Passing overloaded CRTP class member method to lambda

Question

Consider this:

template<typename T>
struct base_t
{
    auto& f(int x) { return (T&)*this; }
    auto& f(char x) { return (T&)*this; }
};

struct derived_t : base_t<derived_t>
{

};

void test()
{
    derived_t instance;

    auto lambda = [&](derived_t&(derived_t::*g)(char))
    {
        (instance.*g)('a');

        //instance.f('a');
    };

    lambda(&derived_t::f);
}

Without commenting in that particular line ( //instance.f('a'); ) , I get the following error (MSVC 2019):

error C2664: 'void test::<lambda_1>::operator ()(derived_t &(__cdecl derived_t::* )(char)) const': cannot convert argument 1 from 'overloaded-function' to 'derived_t &(__cdecl derived_t::* )(char)'

When the line isn't commented out, it compiles just fine.
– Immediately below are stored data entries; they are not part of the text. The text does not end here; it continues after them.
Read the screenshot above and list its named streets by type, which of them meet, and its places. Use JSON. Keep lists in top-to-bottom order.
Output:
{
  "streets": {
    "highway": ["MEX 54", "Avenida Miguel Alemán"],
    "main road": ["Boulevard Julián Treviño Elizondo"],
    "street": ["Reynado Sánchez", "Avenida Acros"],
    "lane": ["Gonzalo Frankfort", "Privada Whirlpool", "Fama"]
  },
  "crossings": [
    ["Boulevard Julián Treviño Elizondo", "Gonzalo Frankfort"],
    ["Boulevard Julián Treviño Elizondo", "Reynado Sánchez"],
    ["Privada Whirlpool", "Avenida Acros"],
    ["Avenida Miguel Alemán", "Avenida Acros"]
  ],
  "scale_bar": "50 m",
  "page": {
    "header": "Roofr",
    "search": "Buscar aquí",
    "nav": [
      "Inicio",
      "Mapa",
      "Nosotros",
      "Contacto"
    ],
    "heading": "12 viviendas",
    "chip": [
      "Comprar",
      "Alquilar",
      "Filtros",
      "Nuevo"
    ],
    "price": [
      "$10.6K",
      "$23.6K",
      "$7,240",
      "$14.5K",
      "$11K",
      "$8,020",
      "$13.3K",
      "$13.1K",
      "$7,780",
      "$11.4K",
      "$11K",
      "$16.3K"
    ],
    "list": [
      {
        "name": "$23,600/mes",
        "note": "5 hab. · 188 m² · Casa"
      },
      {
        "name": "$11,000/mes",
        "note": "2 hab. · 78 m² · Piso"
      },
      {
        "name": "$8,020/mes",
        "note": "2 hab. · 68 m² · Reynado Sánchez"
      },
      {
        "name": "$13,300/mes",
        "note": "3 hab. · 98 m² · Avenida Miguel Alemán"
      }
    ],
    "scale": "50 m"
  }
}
Why does referencing f inside lambda magically allow the compiler to convert this overloaded function?

Furthermore, without CRTP, this doesn't happen at all.

Edit: Additionally, as pointed out by @Jarod42,

• Being explicit on return type auto& -> T& solves the issue.

• If you use a named function instead of a lambda, the problem disappears. So apparently the interaction of lambdas and templates is relevant.

Answer 1

The template mechanism instantiates classes and functions as they are used. The same mechanism is used to evaluate the types behind the keyword auto.

In your case, the return types of your base_t<T>::f functions are auto&, and require a function call to be computed. Therefore when you comment out your only call to it (instance.f('a');) the actual signature of the function cannot be computed, and the compiler cannot tell whether it can be converted to derived_t&(derived_t::*g)(char).

Commenting out instance.f('a'); is possible if you define base_t<T>::f functions as follows:

template<typename T>
struct base_t
{
    T& f(int) { return *static_cast<T*>(this); }
    T& f(char) { return *static_cast<T*>(this); }
};

Here types are deduced at instantiation of the specialized type base_t<derived_t> instead of at the call of the f functions, so the compiler can figure out its conversion to the function type derived_t&(derived_t::*g)(char) without having to call them in your code.